Brief
Wherever a picture appears, leave it out; set down everything else in the records exactly.

Data supplied
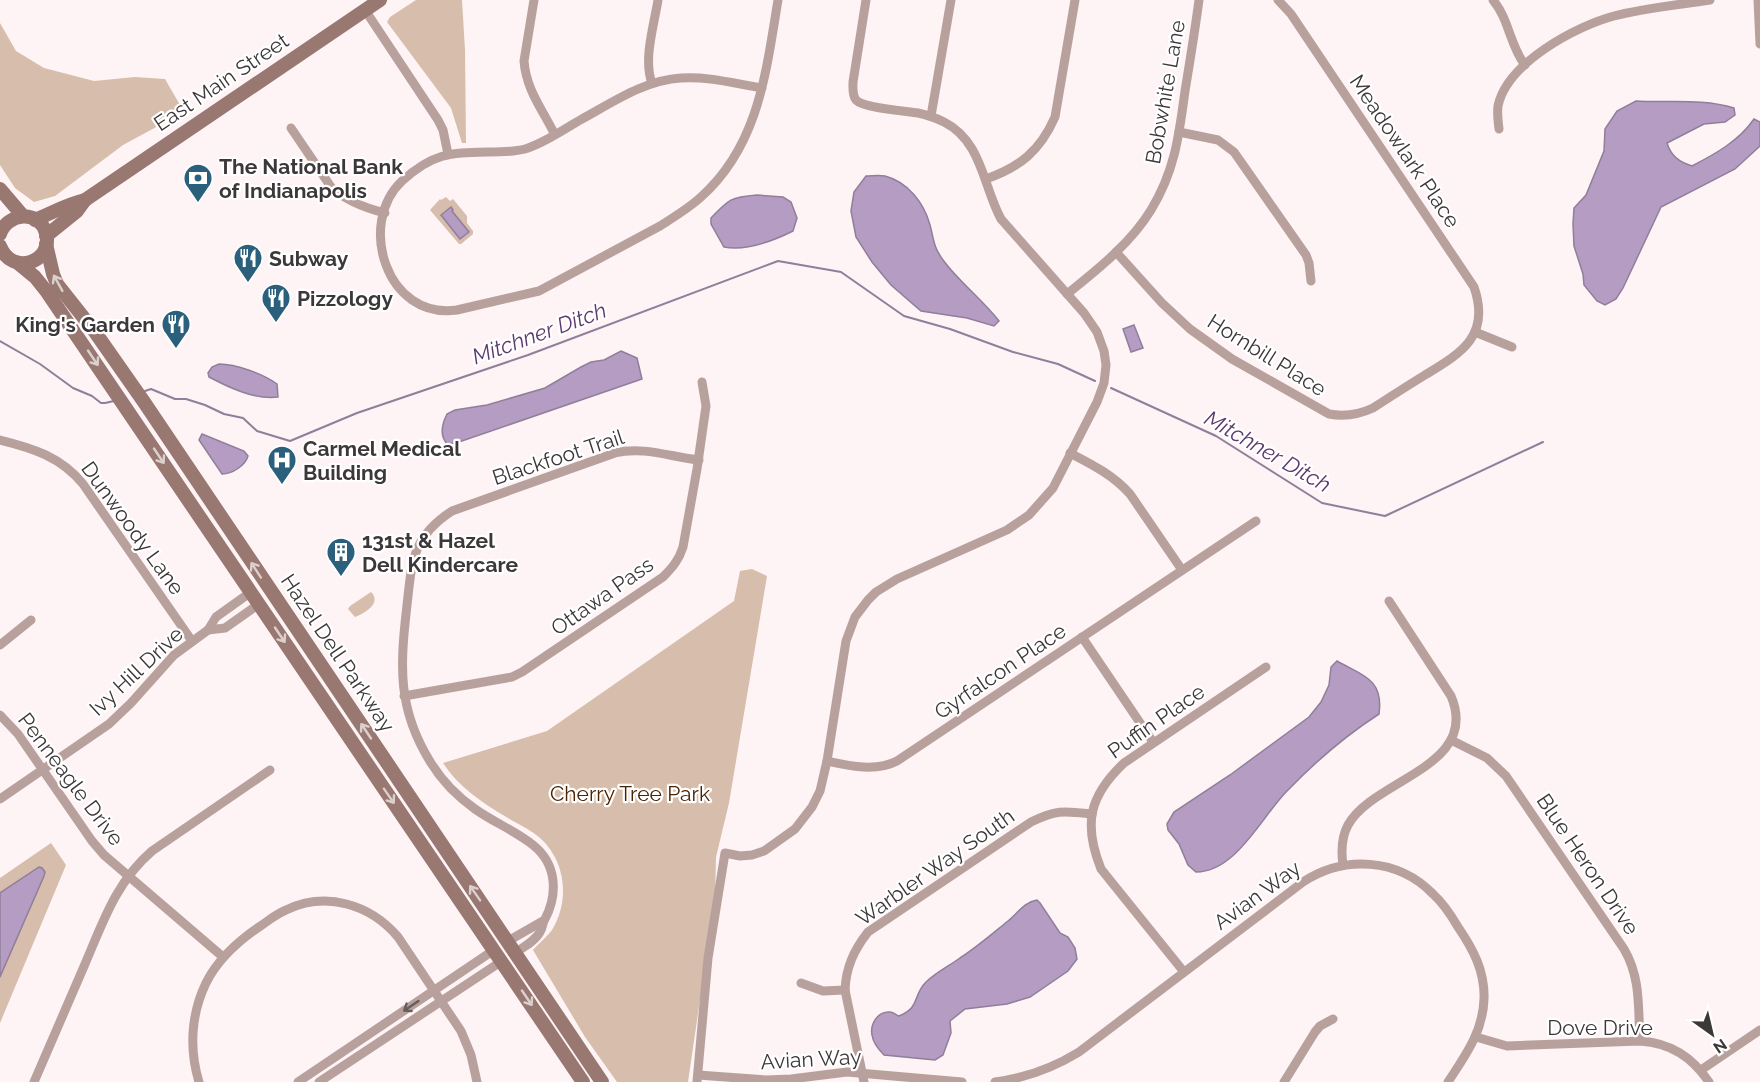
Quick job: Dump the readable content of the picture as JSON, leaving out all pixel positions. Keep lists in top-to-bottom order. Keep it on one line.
{"streets":{"main road":["East Main Street","Hazel Dell Parkway"],"street":["Bobwhite Lane","Meadowlark Place","Hornbill Place","Blackfoot Trail","Dunwoody Lane","Ottawa Pass","Ivy Hill Drive","Gyrfalcon Place","Puffin Place","Penneagle Drive","Blue Heron Drive","Warbler Way South","Avian Way","Dove Drive"]},"crossings":[["East Main Street","Hazel Dell Parkway"],["Bobwhite Lane","Hornbill Place"],["Meadowlark Place","Hornbill Place"],["Blackfoot Trail","Ottawa Pass"],["Blackfoot Trail","Hazel Dell Parkway"],["Dunwoody Lane","Ivy Hill Drive"],["Hazel Dell Parkway","Ivy Hill Drive"],["Ivy Hill Drive","Penneagle Drive"],["Puffin Place","Warbler Way South"],["Puffin Place","Avian Way"],["Blue Heron Drive","Dove Drive"],["Warbler Way South","Avian Way"],["Avian Way","Dove Drive"]],"water":["Mitchner Ditch"],"parks":["Cherry Tree Park"],"places":{"bank":["The National Bank of Indianapolis"],"restaurant":["Subway","Pizzology","King's Garden"],"hospital":["Carmel Medical Building"],"building":["131st & Hazel Dell Kindercare"]},"north":"bottom right"}
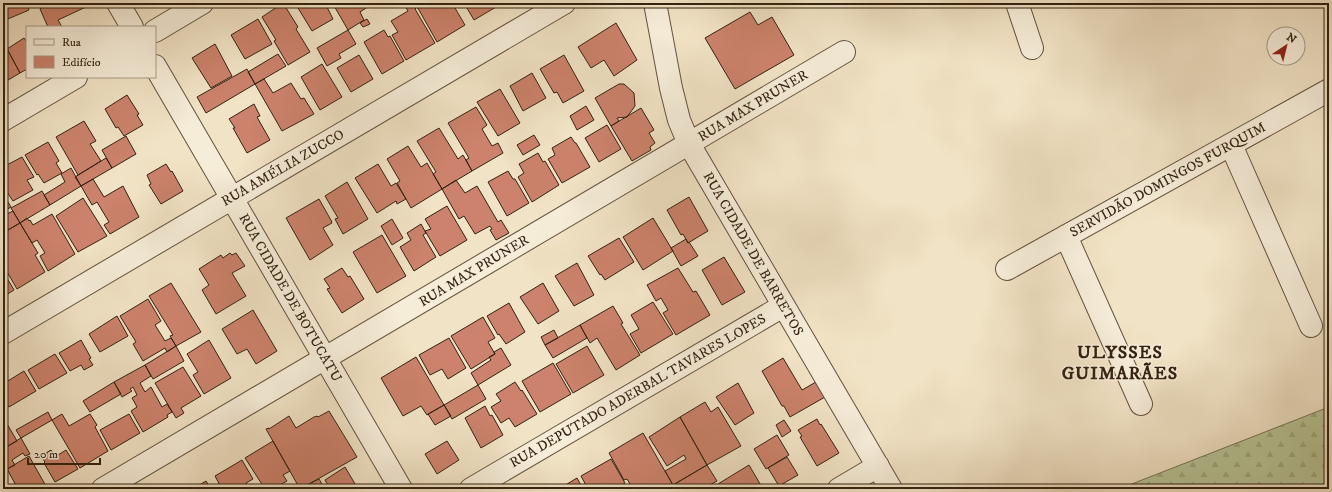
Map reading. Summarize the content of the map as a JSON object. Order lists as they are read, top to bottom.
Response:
{
  "streets": {
    "street": [
      "RUA MAX PRUNER",
      "RUA AMÉLIA ZUCCO",
      "SERVIDÃO DOMINGOS FURQUIM",
      "RUA CIDADE DE BARRETOS",
      "RUA CIDADE DE BOTUCATU",
      "RUA DEPUTADO ADERBAL TAVARES LOPES"
    ]
  },
  "crossings": [
    ["RUA MAX PRUNER", "RUA CIDADE DE BARRETOS"],
    ["RUA MAX PRUNER", "RUA CIDADE DE BOTUCATU"],
    ["RUA AMÉLIA ZUCCO", "RUA CIDADE DE BOTUCATU"],
    ["RUA CIDADE DE BARRETOS", "RUA DEPUTADO ADERBAL TAVARES LOPES"]
  ],
  "districts": ["ULYSSES GUIMARÃES"],
  "legend": ["Rua", "Edifício"],
  "scale_bar": "20 m",
  "north": "top right"
}
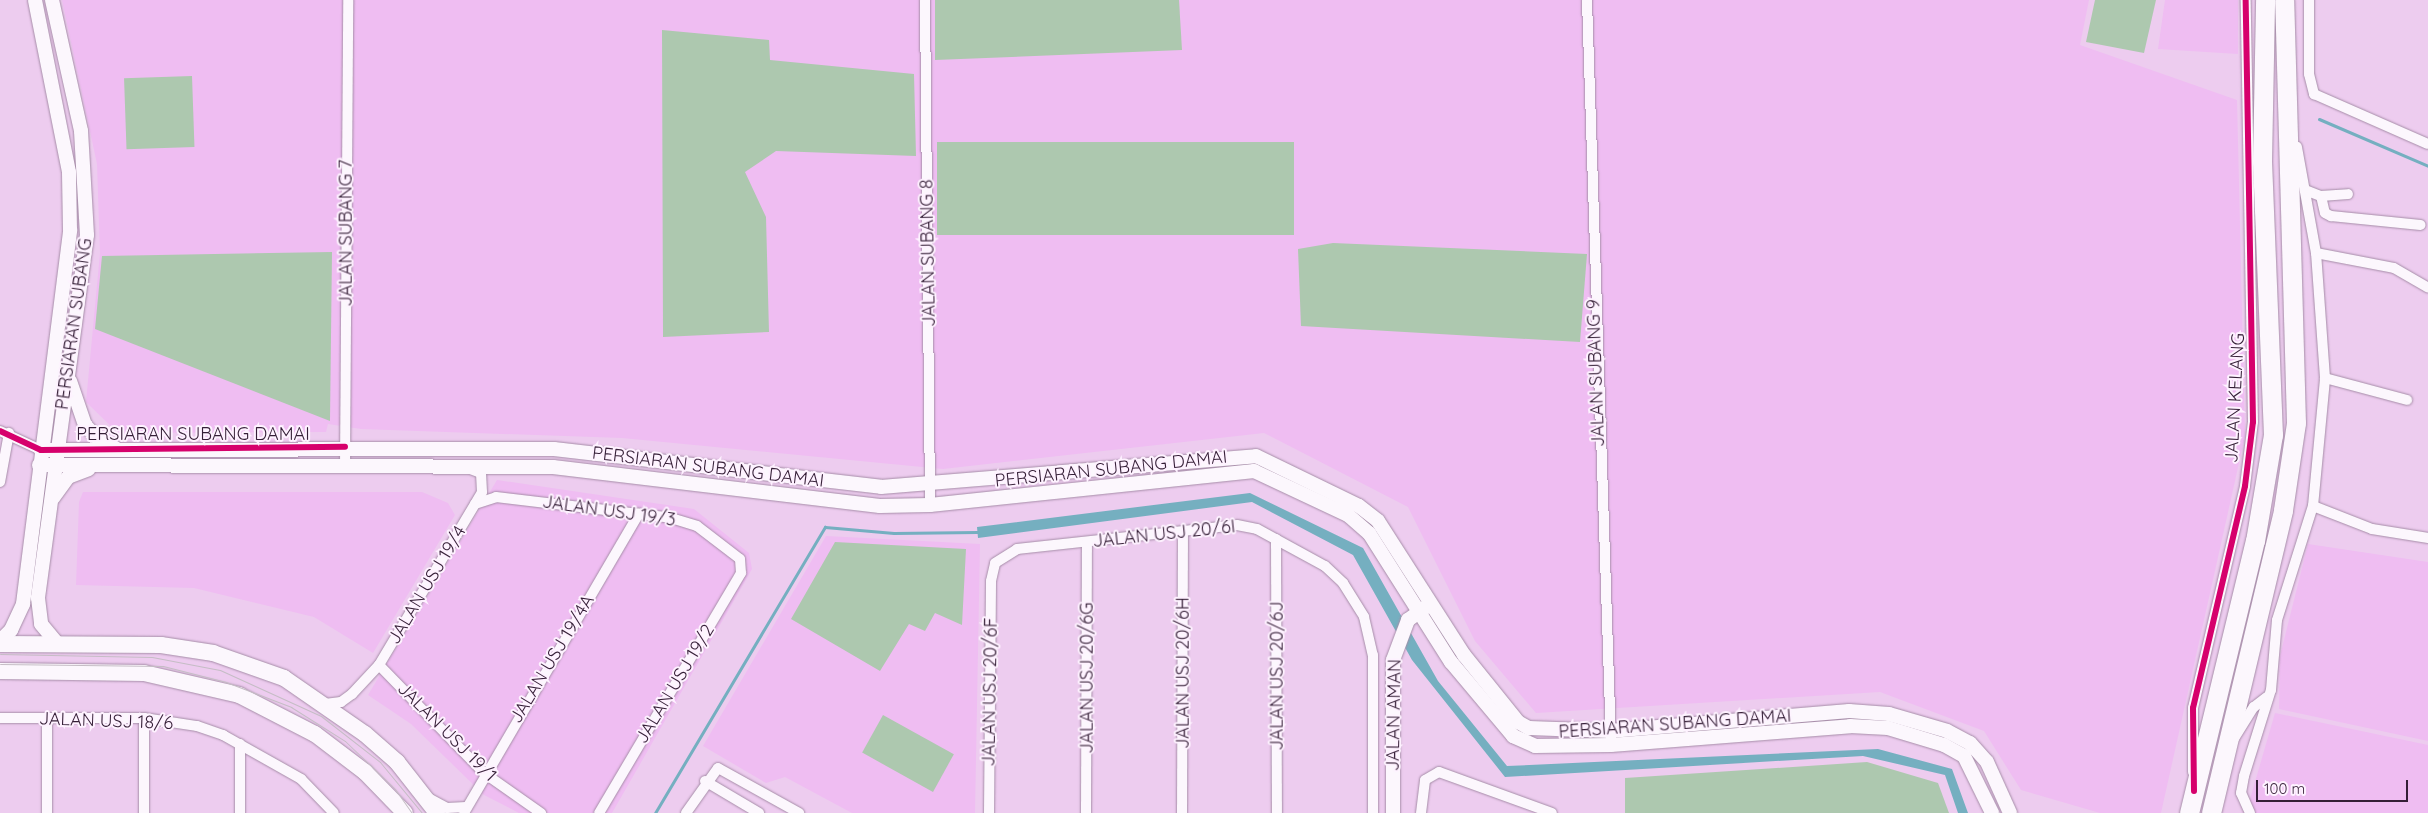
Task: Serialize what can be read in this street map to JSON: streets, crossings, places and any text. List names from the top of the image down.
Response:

Solution to the problem
Quick job: Dump the readable content of the picture as JSON, leaving out all pixel positions. Keep lists in top-to-bottom order. Keep it on one line.
{"streets":{"main road":["East Main Street","Hazel Dell Parkway"],"street":["Bobwhite Lane","Meadowlark Place","Hornbill Place","Blackfoot Trail","Dunwoody Lane","Ottawa Pass","Ivy Hill Drive","Gyrfalcon Place","Puffin Place","Penneagle Drive","Blue Heron Drive","Warbler Way South","Avian Way","Dove Drive"]},"crossings":[["East Main Street","Hazel Dell Parkway"],["Bobwhite Lane","Hornbill Place"],["Meadowlark Place","Hornbill Place"],["Blackfoot Trail","Ottawa Pass"],["Blackfoot Trail","Hazel Dell Parkway"],["Dunwoody Lane","Ivy Hill Drive"],["Hazel Dell Parkway","Ivy Hill Drive"],["Ivy Hill Drive","Penneagle Drive"],["Puffin Place","Warbler Way South"],["Puffin Place","Avian Way"],["Blue Heron Drive","Dove Drive"],["Warbler Way South","Avian Way"],["Avian Way","Dove Drive"]],"water":["Mitchner Ditch"],"parks":["Cherry Tree Park"],"places":{"bank":["The National Bank of Indianapolis"],"restaurant":["Subway","Pizzology","King's Garden"],"hospital":["Carmel Medical Building"],"building":["131st & Hazel Dell Kindercare"]},"north":"bottom right"}
Map reading. Summarize the content of the map as a JSON object. Order lists as they are read, top to bottom.
Response:
{
  "streets": {
    "street": [
      "RUA MAX PRUNER",
      "RUA AMÉLIA ZUCCO",
      "SERVIDÃO DOMINGOS FURQUIM",
      "RUA CIDADE DE BARRETOS",
      "RUA CIDADE DE BOTUCATU",
      "RUA DEPUTADO ADERBAL TAVARES LOPES"
    ]
  },
  "crossings": [
    ["RUA MAX PRUNER", "RUA CIDADE DE BARRETOS"],
    ["RUA MAX PRUNER", "RUA CIDADE DE BOTUCATU"],
    ["RUA AMÉLIA ZUCCO", "RUA CIDADE DE BOTUCATU"],
    ["RUA CIDADE DE BARRETOS", "RUA DEPUTADO ADERBAL TAVARES LOPES"]
  ],
  "districts": ["ULYSSES GUIMARÃES"],
  "legend": ["Rua", "Edifício"],
  "scale_bar": "20 m",
  "north": "top right"
}
Task: Serialize what can be read in this street map to JSON: streets, crossings, places and any text. List names from the top of the image down.
Response:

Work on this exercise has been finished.